▶ [TASK REQUIREMENTS]
Transcribe exactly the span of lines that begins the records and ends with the line holding "position:absolute; left:474px; top:18px;", both boundary lines included.

--- SUPPLIED ENTRIES ---

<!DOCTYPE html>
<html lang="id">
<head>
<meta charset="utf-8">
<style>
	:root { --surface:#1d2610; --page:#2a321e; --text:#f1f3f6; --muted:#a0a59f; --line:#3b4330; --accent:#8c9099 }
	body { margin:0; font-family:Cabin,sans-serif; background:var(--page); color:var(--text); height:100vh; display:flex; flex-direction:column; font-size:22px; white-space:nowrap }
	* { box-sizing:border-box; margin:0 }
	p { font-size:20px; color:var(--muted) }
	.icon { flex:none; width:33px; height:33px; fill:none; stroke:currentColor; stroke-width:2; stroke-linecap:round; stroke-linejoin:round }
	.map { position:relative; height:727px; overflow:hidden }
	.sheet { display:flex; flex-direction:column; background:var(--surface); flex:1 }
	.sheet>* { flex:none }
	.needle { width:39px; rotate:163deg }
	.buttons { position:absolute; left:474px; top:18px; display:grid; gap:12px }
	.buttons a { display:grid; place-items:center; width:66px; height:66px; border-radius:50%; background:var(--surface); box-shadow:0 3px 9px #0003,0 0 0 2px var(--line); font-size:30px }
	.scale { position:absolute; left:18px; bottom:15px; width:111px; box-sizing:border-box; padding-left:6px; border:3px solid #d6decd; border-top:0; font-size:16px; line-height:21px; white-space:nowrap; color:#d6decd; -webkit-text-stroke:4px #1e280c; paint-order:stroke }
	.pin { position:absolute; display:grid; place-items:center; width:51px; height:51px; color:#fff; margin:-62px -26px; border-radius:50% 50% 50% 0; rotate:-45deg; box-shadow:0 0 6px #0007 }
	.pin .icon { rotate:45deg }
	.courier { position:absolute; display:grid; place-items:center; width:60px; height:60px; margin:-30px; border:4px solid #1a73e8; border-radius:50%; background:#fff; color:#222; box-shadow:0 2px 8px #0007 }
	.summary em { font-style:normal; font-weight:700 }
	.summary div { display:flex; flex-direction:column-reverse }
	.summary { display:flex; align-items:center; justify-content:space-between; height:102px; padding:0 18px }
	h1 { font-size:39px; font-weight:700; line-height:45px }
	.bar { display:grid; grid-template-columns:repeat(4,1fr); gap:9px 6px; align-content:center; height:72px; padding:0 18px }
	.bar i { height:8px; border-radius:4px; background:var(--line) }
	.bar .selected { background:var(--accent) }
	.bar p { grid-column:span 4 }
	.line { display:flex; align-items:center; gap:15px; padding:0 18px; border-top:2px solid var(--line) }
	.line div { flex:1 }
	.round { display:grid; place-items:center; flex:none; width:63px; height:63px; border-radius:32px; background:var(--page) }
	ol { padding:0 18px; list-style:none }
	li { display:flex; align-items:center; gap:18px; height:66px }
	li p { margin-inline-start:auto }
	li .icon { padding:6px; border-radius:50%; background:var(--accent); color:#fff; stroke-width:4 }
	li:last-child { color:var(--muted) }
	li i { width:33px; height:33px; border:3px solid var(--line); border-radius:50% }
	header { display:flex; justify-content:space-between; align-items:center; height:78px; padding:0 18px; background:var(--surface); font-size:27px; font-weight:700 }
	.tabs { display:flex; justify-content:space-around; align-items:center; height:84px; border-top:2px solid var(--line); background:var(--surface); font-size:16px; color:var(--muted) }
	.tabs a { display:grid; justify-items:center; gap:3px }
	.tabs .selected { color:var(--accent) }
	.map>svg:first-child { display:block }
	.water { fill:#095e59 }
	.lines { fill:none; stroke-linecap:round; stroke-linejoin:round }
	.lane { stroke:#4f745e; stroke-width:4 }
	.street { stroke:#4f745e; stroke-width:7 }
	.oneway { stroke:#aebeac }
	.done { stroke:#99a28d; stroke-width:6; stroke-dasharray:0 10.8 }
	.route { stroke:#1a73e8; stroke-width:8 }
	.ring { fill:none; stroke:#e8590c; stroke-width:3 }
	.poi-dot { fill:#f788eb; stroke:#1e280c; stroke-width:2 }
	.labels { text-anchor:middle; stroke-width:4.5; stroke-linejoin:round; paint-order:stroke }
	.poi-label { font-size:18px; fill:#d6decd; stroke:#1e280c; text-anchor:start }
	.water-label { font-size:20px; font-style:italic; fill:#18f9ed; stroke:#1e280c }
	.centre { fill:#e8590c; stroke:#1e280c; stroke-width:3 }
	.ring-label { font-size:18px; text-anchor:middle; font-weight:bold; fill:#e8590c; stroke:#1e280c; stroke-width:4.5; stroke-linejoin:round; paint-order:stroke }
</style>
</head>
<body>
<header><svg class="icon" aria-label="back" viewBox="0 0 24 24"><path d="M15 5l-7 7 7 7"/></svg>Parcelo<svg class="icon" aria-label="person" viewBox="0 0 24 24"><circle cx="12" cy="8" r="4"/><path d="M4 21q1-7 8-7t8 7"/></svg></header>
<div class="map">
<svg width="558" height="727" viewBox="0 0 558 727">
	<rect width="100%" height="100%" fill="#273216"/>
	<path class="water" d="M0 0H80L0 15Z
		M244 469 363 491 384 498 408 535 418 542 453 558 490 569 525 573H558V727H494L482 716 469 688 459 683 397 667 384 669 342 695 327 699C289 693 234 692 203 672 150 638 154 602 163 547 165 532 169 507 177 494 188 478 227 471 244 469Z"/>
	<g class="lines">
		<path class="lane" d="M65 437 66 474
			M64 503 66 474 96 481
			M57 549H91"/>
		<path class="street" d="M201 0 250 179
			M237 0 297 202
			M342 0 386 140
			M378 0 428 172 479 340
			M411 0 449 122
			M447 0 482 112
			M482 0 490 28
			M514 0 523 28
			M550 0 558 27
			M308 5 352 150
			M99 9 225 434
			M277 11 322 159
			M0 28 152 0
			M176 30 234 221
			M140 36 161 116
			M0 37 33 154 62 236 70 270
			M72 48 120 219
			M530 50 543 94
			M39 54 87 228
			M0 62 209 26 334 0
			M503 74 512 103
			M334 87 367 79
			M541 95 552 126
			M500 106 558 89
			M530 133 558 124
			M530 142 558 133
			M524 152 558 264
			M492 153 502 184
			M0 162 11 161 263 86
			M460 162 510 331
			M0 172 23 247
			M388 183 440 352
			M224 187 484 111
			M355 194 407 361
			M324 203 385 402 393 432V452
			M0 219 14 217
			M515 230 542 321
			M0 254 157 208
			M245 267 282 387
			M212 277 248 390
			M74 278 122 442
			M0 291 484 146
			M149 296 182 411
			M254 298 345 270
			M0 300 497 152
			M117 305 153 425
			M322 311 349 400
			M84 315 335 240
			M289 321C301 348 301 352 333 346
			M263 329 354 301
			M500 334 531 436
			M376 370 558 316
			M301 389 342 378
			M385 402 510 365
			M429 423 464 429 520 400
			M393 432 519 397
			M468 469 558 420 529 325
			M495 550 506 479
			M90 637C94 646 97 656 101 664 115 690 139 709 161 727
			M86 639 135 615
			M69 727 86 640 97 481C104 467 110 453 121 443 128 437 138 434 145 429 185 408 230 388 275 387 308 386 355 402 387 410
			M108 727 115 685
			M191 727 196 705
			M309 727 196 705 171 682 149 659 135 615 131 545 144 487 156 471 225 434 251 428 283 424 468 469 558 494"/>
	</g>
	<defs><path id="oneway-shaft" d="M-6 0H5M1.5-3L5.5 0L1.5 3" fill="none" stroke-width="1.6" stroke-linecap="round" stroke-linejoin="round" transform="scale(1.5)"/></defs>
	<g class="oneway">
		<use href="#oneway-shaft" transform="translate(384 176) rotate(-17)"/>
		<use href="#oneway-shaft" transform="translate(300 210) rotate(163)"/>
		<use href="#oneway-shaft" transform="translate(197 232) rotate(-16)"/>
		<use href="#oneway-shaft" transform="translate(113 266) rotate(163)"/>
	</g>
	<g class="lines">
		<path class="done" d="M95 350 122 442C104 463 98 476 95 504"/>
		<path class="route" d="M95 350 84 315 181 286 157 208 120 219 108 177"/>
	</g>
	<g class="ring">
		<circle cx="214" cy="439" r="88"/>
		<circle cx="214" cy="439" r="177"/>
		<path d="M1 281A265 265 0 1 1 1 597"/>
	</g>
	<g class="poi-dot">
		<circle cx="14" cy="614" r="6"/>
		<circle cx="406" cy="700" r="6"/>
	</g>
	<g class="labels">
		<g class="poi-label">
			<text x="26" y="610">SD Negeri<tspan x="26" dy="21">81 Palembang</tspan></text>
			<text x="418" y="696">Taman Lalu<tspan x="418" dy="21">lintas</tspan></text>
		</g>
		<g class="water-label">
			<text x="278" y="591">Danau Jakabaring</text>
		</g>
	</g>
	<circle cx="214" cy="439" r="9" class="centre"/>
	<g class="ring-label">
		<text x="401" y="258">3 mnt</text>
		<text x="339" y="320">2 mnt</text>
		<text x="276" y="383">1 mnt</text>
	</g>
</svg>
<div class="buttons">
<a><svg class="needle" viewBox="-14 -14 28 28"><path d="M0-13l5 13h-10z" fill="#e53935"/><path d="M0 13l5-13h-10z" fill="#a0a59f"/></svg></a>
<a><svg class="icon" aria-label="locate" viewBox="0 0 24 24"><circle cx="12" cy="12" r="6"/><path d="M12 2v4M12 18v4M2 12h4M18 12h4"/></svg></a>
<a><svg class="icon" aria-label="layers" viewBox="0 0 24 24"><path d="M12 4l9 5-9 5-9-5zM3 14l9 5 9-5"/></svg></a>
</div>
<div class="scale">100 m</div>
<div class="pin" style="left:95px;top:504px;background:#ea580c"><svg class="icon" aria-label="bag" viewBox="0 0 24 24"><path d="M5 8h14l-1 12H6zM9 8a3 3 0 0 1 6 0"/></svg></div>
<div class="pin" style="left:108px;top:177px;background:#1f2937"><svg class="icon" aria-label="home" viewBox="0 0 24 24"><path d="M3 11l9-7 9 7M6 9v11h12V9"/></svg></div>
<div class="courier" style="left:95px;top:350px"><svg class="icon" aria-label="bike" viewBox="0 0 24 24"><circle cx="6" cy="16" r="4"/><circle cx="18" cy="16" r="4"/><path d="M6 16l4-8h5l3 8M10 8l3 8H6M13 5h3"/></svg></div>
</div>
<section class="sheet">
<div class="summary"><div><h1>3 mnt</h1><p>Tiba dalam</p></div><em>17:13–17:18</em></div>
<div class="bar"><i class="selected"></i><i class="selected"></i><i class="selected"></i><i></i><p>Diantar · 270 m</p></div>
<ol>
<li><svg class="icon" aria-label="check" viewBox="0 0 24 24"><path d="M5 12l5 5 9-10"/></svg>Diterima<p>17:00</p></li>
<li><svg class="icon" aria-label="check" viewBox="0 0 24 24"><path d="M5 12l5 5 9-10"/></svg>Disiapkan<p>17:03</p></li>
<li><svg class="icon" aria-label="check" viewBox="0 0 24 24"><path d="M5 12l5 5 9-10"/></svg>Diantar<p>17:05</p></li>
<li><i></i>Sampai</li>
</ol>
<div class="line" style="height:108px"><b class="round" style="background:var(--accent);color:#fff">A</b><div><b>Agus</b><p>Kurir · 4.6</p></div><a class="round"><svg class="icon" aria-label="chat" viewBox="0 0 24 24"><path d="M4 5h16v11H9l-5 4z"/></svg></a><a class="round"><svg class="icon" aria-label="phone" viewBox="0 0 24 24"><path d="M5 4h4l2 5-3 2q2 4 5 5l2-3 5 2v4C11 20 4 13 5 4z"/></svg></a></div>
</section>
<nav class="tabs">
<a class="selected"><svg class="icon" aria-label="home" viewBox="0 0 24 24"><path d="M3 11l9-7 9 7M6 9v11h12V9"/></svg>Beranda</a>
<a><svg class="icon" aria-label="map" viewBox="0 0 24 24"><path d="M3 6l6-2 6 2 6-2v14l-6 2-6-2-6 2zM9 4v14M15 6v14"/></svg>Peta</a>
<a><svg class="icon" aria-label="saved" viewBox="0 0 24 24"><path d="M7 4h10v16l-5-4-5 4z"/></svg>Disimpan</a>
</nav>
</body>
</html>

---

▶ [YOUR RESPONSE]
<!DOCTYPE html>
<html lang="id">
<head>
<meta charset="utf-8">
<style>
	:root { --surface:#1d2610; --page:#2a321e; --text:#f1f3f6; --muted:#a0a59f; --line:#3b4330; --accent:#8c9099 }
	body { margin:0; font-family:Cabin,sans-serif; background:var(--page); color:var(--text); height:100vh; display:flex; flex-direction:column; font-size:22px; white-space:nowrap }
	* { box-sizing:border-box; margin:0 }
	p { font-size:20px; color:var(--muted) }
	.icon { flex:none; width:33px; height:33px; fill:none; stroke:currentColor; stroke-width:2; stroke-linecap:round; stroke-linejoin:round }
	.map { position:relative; height:727px; overflow:hidden }
	.sheet { display:flex; flex-direction:column; background:var(--surface); flex:1 }
	.sheet>* { flex:none }
	.needle { width:39px; rotate:163deg }
	.buttons { position:absolute; left:474px; top:18px; display:grid; gap:12px }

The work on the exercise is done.